§ **RAW DATA**
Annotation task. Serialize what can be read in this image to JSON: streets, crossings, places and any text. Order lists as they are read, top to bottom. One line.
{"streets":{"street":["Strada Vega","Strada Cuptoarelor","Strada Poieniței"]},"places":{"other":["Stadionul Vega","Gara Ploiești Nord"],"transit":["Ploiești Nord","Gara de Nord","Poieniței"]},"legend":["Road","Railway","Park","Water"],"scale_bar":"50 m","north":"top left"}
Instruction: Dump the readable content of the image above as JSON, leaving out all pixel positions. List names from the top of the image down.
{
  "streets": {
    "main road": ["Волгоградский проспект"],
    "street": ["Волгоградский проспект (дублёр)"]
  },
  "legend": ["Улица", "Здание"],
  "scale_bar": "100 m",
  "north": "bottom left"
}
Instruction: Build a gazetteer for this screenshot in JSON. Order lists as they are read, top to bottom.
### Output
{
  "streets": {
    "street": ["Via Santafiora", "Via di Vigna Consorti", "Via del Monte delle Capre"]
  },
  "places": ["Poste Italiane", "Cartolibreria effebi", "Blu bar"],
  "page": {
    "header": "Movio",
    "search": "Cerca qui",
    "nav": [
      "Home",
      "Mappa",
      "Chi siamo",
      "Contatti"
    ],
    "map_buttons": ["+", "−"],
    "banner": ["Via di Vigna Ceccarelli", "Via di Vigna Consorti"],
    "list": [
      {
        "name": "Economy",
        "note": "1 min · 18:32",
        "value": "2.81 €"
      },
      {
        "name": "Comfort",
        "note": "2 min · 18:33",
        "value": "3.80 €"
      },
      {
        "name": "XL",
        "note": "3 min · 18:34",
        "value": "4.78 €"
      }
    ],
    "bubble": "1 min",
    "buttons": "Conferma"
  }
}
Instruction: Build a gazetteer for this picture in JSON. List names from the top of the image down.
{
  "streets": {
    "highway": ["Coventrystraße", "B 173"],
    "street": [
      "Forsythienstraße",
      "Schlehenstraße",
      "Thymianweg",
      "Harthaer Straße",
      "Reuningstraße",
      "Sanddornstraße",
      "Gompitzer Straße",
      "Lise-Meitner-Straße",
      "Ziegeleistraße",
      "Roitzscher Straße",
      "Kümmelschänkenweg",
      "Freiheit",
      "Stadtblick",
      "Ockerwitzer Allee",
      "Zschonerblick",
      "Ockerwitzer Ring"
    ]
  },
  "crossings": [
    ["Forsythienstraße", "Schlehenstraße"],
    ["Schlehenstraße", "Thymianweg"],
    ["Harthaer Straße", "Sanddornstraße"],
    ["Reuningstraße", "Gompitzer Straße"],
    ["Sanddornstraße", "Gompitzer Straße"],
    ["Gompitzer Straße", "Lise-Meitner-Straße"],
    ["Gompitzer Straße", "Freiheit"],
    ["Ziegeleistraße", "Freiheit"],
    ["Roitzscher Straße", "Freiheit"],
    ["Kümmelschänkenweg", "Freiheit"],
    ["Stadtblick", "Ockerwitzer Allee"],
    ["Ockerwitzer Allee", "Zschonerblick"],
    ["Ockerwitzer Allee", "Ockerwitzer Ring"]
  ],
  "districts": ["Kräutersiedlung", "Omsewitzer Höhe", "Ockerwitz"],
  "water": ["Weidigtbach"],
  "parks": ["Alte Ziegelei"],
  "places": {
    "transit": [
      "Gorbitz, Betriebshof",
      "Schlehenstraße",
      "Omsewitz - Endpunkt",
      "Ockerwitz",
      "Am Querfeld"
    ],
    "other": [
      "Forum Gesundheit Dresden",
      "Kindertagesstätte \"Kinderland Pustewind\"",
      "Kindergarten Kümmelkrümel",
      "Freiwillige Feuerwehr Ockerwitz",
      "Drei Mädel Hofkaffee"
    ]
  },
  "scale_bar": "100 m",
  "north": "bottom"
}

§ **TASK INSTRUCTIONS**
The data should be printed again exactly, line for line.

§ **OUTPUT FOR THIS TASK**
Annotation task. Serialize what can be read in this image to JSON: streets, crossings, places and any text. Order lists as they are read, top to bottom. One line.
{"streets":{"street":["Strada Vega","Strada Cuptoarelor","Strada Poieniței"]},"places":{"other":["Stadionul Vega","Gara Ploiești Nord"],"transit":["Ploiești Nord","Gara de Nord","Poieniței"]},"legend":["Road","Railway","Park","Water"],"scale_bar":"50 m","north":"top left"}
Instruction: Dump the readable content of the image above as JSON, leaving out all pixel positions. List names from the top of the image down.
{
  "streets": {
    "main road": ["Волгоградский проспект"],
    "street": ["Волгоградский проспект (дублёр)"]
  },
  "legend": ["Улица", "Здание"],
  "scale_bar": "100 m",
  "north": "bottom left"
}
Instruction: Build a gazetteer for this screenshot in JSON. Order lists as they are read, top to bottom.
### Output
{
  "streets": {
    "street": ["Via Santafiora", "Via di Vigna Consorti", "Via del Monte delle Capre"]
  },
  "places": ["Poste Italiane", "Cartolibreria effebi", "Blu bar"],
  "page": {
    "header": "Movio",
    "search": "Cerca qui",
    "nav": [
      "Home",
      "Mappa",
      "Chi siamo",
      "Contatti"
    ],
    "map_buttons": ["+", "−"],
    "banner": ["Via di Vigna Ceccarelli", "Via di Vigna Consorti"],
    "list": [
      {
        "name": "Economy",
        "note": "1 min · 18:32",
        "value": "2.81 €"
      },
      {
        "name": "Comfort",
        "note": "2 min · 18:33",
        "value": "3.80 €"
      },
      {
        "name": "XL",
        "note": "3 min · 18:34",
        "value": "4.78 €"
      }
    ],
    "bubble": "1 min",
    "buttons": "Conferma"
  }
}
Instruction: Build a gazetteer for this picture in JSON. List names from the top of the image down.
{
  "streets": {
    "highway": ["Coventrystraße", "B 173"],
    "street": [
      "Forsythienstraße",
      "Schlehenstraße",
      "Thymianweg",
      "Harthaer Straße",
      "Reuningstraße",
      "Sanddornstraße",
      "Gompitzer Straße",
      "Lise-Meitner-Straße",
      "Ziegeleistraße",
      "Roitzscher Straße",
      "Kümmelschänkenweg",
      "Freiheit",
      "Stadtblick",
      "Ockerwitzer Allee",
      "Zschonerblick",
      "Ockerwitzer Ring"
    ]
  },
  "crossings": [
    ["Forsythienstraße", "Schlehenstraße"],
    ["Schlehenstraße", "Thymianweg"],
    ["Harthaer Straße", "Sanddornstraße"],
    ["Reuningstraße", "Gompitzer Straße"],
    ["Sanddornstraße", "Gompitzer Straße"],
    ["Gompitzer Straße", "Lise-Meitner-Straße"],
    ["Gompitzer Straße", "Freiheit"],
    ["Ziegeleistraße", "Freiheit"],
    ["Roitzscher Straße", "Freiheit"],
    ["Kümmelschänkenweg", "Freiheit"],
    ["Stadtblick", "Ockerwitzer Allee"],
    ["Ockerwitzer Allee", "Zschonerblick"],
    ["Ockerwitzer Allee", "Ockerwitzer Ring"]
  ],
  "districts": ["Kräutersiedlung", "Omsewitzer Höhe", "Ockerwitz"],
  "water": ["Weidigtbach"],
  "parks": ["Alte Ziegelei"],
  "places": {
    "transit": [
      "Gorbitz, Betriebshof",
      "Schlehenstraße",
      "Omsewitz - Endpunkt",
      "Ockerwitz",
      "Am Querfeld"
    ],
    "other": [
      "Forum Gesundheit Dresden",
      "Kindertagesstätte \"Kinderland Pustewind\"",
      "Kindergarten Kümmelkrümel",
      "Freiwillige Feuerwehr Ockerwitz",
      "Drei Mädel Hofkaffee"
    ]
  },
  "scale_bar": "100 m",
  "north": "bottom"
}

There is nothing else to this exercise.